Task brief:
Look below for lines that hold the string "canvas" and copy each one.

Exercise materials:
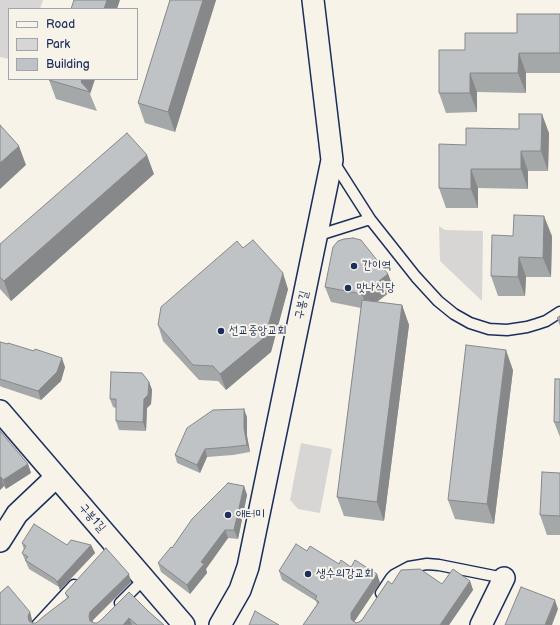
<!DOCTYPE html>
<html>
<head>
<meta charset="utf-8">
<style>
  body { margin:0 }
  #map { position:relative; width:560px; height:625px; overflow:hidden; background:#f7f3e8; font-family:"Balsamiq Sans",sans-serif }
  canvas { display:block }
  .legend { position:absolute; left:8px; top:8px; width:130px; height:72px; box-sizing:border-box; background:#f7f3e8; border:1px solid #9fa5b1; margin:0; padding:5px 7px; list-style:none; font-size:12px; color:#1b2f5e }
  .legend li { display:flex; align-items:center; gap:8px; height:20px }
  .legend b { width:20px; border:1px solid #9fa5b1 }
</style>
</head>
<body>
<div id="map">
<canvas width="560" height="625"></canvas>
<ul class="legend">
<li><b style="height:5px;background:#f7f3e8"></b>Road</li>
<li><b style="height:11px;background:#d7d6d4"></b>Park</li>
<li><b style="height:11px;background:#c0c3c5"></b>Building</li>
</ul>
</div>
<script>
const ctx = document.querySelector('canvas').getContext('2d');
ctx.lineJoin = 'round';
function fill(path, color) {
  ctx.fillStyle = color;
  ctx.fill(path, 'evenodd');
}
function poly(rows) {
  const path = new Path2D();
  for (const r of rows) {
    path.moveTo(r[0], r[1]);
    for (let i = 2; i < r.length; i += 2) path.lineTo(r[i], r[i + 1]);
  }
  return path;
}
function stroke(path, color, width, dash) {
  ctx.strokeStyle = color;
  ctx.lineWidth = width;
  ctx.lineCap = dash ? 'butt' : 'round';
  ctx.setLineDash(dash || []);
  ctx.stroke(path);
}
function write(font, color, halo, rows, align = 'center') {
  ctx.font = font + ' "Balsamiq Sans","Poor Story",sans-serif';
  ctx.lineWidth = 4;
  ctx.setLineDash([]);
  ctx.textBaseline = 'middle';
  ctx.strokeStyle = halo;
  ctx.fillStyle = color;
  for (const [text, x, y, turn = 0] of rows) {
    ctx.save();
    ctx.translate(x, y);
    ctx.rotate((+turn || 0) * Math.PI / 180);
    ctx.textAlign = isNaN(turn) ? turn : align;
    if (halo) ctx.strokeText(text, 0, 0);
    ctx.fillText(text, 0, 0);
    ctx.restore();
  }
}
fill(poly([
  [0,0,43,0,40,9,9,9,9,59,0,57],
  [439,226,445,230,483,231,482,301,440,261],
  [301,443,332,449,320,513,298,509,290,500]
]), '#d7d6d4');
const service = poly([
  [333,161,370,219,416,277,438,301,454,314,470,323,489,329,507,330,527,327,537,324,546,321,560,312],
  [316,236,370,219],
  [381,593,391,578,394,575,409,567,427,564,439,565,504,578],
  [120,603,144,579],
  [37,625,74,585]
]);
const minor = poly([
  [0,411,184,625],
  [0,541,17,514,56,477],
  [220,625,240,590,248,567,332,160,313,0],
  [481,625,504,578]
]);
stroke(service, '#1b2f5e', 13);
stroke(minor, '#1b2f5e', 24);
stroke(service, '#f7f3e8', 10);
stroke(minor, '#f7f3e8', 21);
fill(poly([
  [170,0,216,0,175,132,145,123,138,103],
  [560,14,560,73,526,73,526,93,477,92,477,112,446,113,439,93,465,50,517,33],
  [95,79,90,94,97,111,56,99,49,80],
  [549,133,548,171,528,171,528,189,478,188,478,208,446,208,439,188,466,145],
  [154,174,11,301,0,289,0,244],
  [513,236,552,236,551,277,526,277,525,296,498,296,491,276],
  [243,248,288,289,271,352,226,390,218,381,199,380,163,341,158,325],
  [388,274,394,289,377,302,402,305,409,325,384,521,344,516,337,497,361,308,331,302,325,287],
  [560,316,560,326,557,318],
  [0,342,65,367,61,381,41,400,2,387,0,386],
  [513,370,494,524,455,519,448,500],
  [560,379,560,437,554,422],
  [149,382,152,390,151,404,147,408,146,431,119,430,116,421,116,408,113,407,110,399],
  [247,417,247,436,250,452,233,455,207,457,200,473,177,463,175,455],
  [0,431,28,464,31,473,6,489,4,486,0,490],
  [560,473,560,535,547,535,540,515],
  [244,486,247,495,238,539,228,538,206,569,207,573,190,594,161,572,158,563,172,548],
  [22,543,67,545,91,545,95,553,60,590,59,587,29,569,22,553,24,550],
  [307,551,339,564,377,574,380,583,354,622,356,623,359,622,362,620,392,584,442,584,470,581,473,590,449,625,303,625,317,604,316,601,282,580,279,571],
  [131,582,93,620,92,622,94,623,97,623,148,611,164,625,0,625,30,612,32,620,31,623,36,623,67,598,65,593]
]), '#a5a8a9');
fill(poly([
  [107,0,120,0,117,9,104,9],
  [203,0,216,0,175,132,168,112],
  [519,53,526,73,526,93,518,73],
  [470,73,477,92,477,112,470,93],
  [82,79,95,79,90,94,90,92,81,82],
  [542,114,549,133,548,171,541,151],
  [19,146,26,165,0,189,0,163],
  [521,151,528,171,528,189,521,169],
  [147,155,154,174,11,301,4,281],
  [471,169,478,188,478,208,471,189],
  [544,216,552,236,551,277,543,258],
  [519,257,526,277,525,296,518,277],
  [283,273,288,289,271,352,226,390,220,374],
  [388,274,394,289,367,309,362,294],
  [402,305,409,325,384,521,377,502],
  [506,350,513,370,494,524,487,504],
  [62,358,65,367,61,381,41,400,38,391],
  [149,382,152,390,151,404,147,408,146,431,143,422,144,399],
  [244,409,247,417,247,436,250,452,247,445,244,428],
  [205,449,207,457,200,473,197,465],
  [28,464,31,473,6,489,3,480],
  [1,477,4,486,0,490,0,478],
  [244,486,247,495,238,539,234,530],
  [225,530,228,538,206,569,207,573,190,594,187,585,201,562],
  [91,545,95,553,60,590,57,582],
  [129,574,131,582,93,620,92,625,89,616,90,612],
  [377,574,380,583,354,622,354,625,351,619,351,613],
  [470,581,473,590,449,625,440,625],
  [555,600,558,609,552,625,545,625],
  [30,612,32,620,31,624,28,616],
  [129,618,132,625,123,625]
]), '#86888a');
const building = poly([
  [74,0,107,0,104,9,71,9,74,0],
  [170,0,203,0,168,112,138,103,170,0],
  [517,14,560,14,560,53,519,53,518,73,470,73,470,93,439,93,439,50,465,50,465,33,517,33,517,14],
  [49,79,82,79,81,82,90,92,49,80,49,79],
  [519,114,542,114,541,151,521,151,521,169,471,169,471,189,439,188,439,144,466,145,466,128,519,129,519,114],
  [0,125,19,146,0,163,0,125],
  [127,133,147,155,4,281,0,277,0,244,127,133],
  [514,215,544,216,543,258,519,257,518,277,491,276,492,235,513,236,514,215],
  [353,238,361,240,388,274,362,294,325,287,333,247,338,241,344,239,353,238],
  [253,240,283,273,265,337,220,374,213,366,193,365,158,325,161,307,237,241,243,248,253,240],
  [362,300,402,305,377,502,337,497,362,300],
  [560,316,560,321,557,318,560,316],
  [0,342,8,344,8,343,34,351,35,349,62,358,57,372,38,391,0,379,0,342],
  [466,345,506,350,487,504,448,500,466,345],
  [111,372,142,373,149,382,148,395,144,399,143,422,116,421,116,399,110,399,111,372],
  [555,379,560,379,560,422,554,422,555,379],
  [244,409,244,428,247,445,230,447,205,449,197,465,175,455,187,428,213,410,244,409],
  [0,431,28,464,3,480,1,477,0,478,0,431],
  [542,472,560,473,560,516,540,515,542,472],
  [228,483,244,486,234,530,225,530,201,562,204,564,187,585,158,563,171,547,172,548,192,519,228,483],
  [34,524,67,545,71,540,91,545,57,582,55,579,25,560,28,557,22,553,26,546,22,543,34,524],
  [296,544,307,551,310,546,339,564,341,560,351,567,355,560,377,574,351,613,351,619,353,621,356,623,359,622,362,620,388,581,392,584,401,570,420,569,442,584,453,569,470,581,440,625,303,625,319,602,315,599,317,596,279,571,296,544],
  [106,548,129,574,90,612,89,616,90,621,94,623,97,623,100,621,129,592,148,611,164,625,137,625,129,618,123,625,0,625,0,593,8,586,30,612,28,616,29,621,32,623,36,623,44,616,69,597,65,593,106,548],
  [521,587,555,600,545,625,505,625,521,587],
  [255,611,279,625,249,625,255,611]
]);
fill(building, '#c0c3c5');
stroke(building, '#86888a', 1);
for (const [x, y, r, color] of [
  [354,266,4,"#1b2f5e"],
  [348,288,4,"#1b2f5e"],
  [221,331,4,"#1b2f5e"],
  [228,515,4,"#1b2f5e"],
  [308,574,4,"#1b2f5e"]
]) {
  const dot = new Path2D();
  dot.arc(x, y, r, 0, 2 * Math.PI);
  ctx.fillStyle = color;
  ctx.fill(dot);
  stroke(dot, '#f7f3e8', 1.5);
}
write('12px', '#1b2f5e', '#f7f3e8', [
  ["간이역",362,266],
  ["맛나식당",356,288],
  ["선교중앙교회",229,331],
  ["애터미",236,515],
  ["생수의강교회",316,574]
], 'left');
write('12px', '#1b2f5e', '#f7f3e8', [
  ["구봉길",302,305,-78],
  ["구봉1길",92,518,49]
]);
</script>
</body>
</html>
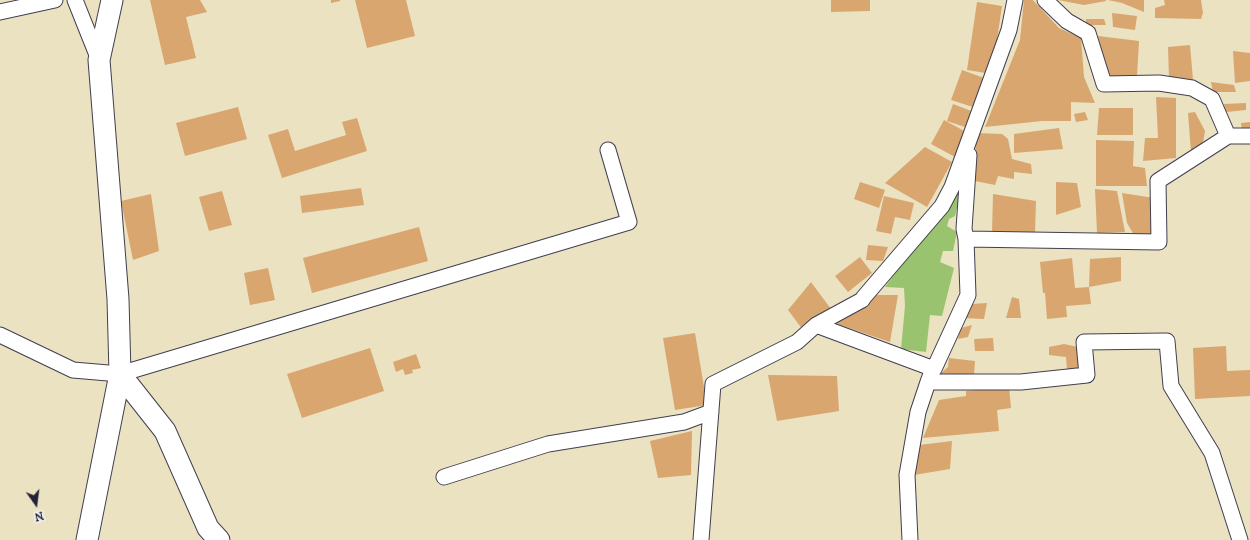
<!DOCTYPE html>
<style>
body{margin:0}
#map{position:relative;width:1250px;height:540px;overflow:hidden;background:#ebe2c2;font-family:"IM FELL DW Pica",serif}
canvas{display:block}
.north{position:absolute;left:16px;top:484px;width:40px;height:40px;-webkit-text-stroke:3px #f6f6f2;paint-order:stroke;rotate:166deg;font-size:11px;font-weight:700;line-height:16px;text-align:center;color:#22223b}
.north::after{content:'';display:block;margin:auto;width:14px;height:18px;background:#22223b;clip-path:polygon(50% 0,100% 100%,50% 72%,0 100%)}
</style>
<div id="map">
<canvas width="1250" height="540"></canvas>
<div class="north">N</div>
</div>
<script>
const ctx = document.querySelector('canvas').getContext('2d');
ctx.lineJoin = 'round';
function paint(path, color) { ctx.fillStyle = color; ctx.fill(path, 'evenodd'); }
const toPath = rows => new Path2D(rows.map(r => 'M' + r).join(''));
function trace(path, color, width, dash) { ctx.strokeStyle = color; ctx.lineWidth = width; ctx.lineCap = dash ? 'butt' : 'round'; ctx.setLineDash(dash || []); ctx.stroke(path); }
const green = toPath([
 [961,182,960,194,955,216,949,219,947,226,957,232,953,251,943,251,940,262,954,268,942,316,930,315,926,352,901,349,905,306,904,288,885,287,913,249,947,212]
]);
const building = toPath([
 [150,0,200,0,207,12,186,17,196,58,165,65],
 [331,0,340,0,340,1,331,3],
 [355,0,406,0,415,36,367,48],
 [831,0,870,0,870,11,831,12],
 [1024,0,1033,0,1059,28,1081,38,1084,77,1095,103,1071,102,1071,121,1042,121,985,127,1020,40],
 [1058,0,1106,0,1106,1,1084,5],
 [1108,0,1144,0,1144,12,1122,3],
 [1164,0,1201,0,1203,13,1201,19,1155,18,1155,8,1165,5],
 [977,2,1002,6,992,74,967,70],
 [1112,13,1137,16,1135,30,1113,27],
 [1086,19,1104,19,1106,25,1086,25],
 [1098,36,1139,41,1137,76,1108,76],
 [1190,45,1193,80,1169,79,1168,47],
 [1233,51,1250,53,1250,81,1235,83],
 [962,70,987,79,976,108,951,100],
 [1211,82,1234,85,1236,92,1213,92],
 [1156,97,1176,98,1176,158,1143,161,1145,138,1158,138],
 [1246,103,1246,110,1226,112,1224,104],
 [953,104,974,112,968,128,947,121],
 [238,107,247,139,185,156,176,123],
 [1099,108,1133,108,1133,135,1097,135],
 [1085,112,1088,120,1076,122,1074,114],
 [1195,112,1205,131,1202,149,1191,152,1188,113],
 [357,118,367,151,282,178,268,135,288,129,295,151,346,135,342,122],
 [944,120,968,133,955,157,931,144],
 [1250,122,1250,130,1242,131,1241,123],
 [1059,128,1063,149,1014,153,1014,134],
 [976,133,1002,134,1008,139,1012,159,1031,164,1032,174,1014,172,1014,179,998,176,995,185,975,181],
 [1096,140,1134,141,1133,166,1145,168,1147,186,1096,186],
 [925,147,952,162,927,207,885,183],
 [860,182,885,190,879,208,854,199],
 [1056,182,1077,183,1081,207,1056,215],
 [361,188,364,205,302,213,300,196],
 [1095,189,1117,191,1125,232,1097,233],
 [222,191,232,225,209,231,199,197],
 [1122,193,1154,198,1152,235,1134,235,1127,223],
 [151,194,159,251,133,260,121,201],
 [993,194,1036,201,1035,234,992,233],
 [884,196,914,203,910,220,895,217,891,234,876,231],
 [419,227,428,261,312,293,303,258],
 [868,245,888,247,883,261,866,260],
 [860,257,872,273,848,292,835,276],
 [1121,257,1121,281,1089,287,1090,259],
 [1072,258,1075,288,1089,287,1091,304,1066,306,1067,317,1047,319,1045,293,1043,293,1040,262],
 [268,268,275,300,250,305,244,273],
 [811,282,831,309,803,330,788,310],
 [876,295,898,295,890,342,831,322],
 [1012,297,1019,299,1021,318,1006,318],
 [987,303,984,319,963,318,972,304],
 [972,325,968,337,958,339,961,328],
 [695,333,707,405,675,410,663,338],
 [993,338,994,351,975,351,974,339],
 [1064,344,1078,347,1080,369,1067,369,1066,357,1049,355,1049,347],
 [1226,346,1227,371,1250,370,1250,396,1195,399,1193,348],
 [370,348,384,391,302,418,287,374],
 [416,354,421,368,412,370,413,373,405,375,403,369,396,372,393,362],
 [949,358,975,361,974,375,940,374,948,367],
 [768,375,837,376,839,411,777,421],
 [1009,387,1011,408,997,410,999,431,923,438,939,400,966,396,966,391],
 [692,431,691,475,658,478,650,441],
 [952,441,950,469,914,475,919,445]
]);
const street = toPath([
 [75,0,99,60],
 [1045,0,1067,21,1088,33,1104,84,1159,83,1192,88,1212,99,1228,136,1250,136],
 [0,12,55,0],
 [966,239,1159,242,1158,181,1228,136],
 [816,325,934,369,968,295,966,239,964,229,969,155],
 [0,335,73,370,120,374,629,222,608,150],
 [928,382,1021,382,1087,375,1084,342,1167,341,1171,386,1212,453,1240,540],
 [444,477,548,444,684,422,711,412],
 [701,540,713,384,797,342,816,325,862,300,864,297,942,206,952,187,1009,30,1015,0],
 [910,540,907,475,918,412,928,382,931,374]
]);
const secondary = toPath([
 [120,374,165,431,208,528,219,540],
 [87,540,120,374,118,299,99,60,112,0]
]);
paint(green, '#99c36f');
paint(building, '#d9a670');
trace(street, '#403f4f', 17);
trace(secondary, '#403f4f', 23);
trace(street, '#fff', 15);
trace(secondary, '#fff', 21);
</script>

Solved problem:
  canvas { display:block }
<canvas width="560" height="625"></canvas>
const ctx = document.querySelector('canvas').getContext('2d');
canvas{display:block}
<canvas width="1250" height="540"></canvas>
const ctx = document.querySelector('canvas').getContext('2d');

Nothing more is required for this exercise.